Armor School Command Sgt. Maj. John Troxell was a tank commander with C Company, 3rd Battalion, 73rd Armor Regiment (Airborne) assigned to the 82nd Airborne Division’s 1st Brigade when then-President George H.W. Bush ordered the operation be carried out Dec. 20, 1989.
At the invitation of Maneuver Center of Excellence, Command Sgt. Maj. Earl Rice, Troxell traveled to Fort Benning from Fort Knox, Ky., to participate in Thursday’s event. It was the first time in 10 years the soldier has leapt from an airplane and the first opportunity in decades he has had to reconnect with the men who fought alongside him in Panama.
“We trained as we fought,” Troxell said. “And the jump during Operation Just Cause and how we fought down there as a combined arms team, it validated that our training was real and that we were hitting it right. It was just so refreshing and exhilarating that when I got back to Fort Bragg, N.C., I said, ‘You know what? I’m part of the best thing going in the world — the United States Army, 82nd Airborne Division — because we fight like we train. And that’s the reason I’m still serving today 27 years and counting because of the experiences in Operation Just Cause.”
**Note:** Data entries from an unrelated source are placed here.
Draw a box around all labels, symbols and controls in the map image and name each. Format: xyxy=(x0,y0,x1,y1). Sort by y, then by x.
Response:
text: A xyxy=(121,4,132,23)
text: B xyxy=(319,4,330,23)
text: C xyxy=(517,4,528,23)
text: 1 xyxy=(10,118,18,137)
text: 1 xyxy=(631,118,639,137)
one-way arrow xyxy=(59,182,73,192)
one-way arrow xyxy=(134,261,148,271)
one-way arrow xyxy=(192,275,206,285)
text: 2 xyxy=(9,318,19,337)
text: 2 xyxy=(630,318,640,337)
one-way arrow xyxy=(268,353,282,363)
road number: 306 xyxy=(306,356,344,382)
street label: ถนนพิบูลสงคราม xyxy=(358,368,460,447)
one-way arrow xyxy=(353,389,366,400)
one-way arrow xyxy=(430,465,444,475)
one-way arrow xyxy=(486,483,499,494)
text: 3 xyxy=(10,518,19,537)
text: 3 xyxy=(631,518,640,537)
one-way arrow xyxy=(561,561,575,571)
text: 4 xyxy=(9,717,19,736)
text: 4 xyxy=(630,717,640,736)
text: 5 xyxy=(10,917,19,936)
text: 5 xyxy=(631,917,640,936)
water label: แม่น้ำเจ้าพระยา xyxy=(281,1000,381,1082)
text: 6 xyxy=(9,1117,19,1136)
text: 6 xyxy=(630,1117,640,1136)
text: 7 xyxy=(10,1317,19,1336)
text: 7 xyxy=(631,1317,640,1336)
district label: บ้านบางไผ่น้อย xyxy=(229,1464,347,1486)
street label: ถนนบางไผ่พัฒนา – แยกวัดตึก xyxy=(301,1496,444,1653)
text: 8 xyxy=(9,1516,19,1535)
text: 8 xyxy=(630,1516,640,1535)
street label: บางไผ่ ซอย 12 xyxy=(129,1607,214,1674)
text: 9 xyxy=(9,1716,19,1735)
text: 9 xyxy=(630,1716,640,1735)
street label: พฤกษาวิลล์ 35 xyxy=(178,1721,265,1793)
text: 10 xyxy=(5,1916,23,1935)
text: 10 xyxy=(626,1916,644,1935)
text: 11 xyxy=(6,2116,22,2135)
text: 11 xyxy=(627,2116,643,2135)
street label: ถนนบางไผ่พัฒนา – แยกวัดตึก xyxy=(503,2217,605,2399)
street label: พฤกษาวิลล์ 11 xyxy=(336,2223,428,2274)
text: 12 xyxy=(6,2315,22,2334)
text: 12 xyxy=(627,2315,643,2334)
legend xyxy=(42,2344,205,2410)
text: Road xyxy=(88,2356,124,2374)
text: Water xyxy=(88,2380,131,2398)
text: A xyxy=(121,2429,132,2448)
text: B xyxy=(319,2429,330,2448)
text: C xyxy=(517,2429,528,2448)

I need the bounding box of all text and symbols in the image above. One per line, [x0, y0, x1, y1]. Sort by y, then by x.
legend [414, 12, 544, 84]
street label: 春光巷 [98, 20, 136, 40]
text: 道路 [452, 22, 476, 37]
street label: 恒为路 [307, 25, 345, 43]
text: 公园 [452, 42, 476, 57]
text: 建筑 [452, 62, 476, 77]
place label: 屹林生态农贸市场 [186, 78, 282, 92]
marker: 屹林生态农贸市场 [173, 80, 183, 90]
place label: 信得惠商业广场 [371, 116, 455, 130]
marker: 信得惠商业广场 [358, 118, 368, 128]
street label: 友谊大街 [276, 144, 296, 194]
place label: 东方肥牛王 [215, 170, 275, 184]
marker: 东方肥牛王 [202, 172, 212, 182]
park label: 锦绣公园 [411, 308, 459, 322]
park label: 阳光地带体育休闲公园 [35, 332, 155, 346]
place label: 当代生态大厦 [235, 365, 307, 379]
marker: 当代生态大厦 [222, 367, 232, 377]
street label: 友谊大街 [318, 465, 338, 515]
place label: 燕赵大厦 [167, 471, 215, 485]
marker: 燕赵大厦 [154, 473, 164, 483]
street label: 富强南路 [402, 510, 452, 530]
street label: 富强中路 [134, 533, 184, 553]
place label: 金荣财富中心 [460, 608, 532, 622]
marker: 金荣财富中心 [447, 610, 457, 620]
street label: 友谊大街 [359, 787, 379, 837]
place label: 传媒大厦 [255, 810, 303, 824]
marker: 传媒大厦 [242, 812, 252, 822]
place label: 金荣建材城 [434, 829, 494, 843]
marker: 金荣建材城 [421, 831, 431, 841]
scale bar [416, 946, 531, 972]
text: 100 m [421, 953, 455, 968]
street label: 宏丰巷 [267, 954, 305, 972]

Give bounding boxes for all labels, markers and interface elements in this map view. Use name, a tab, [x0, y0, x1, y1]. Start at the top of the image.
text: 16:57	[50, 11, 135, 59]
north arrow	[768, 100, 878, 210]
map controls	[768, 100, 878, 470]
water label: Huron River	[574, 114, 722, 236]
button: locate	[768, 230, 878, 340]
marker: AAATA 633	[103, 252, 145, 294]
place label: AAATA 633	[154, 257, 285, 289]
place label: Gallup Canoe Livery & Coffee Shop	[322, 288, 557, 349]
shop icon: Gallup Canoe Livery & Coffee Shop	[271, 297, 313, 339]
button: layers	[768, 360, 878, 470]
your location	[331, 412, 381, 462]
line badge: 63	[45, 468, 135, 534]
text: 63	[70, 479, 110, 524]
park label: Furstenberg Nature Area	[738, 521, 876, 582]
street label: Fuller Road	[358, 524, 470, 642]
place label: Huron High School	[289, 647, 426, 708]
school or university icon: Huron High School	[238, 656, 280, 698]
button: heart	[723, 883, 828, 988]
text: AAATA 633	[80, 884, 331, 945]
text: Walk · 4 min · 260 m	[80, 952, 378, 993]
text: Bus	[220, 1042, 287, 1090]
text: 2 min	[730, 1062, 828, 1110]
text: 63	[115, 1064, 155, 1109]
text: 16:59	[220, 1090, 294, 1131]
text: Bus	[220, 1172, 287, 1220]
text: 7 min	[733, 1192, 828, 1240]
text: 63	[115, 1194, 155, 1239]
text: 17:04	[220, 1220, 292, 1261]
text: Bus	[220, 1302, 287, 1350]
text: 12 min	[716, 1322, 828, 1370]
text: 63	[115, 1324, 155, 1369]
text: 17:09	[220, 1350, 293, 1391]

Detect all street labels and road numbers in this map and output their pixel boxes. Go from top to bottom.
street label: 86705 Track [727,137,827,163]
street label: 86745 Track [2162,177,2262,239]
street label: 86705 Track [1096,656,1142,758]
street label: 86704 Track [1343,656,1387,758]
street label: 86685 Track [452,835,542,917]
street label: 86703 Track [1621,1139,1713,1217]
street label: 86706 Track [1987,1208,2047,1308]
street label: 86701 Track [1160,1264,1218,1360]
Troxell’s battle buddy for the 20th anniversary jump was Sgt. Brian Bingham. Bingham, a recent graduate of Airborne School, was grateful to have been made a part of this tradition.
“You only get opportunities every once in a while to do something different, something special you can always look back on years later and say, ‘I did that with these guys.’”
The invasion of Panama was the first time the military used its special operations forces — Rangers, SEALS and Delta Force — as a single instrument, said Dave Stieghan, Infantry and Fort Benning historian.
The mission, which succeeded, was to capture Panamanian dictator Manuel Noriega, who had hijacked a national election and was trafficking drugs from South and Central America.